The Multiple Sclerosis Center at Swedish is one of the country’s leading multiple sclerosis research centers. We specialize in clinical trials, which are research studies of new medications to treat the disease. This allows us to offer our patients the most promising new therapies as well as the latest in diagnostic testing and symptom management.
There are many reasons that people participate in research studies of multiple sclerosis. Each person must weigh these issues and decide what is best for them.
Some of the benefits of research include:
- Helping others by advancing knowledge about MS and MS treatments
- Gaining access to new treatments or diagnostic tests that are not otherwise available
- Obtain medical care from healthcare professionals who are on the cutting edge of MS treatment
- Actively participate in their healthcare
- Participants in research often have a higher level of monitoring of their health
Some of the risks of research include:
- Experimental treatments may not be as effective as currently available treatments
- Experimental treatments may have side effects
- Many studies have placebo controls, meaning that there is a chance of not being on real treatment
- The research may be time-consuming and inconvenient
Prior to the introduction of the scientific method, knowledge was based on beliefs. Without proof, beliefs were determined by tradition, untested theorizing or even the social status of the believer. This led to many beliefs that we would consider odd today. For example, that the earth was the center of the solar system rather than the sun, or that most diseases were due to an imbalance of hot or cold in our bodies. In the case of multiple sclerosis, this has led to some very unusual, and potentially dangerous, treatments over the past few centuries. These have included poisons like strychnine and mercury, removal of large quantities of blood, shaving the head and electrical shocks.

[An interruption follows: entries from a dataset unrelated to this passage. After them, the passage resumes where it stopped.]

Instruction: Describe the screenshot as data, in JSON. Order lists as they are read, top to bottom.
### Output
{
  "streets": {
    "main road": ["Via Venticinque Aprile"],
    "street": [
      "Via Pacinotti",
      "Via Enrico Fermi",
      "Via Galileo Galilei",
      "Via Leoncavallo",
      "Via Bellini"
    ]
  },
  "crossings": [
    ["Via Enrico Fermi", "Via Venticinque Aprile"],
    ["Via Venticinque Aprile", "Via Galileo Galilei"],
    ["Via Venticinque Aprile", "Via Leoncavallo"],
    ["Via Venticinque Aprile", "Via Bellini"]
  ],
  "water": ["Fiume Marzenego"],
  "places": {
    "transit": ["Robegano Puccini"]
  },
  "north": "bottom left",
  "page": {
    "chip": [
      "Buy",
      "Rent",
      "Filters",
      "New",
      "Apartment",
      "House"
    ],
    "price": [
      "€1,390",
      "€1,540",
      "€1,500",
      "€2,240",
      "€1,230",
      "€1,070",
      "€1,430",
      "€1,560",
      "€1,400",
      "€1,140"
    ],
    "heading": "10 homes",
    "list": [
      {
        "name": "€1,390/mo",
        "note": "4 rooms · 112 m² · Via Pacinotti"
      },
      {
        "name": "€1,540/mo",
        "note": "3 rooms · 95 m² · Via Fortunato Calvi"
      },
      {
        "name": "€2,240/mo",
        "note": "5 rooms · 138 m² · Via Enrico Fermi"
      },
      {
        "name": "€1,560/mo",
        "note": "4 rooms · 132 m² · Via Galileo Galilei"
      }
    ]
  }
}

The scientific method requires that the researcher state a hypothesis. This hypothesis must be something that can be put to the test to determine whether it is correct. An experiment is then designed to answer the question of whether the hypothesis is correct. Since it is difficult to design a "perfect experiment," this testing must often be repeated by several researchers with differing methods before a hypothesis can be widely accepted. This process of testing and retesting provides many opportunities for the hypothesis to be altered and refined before it is accepted.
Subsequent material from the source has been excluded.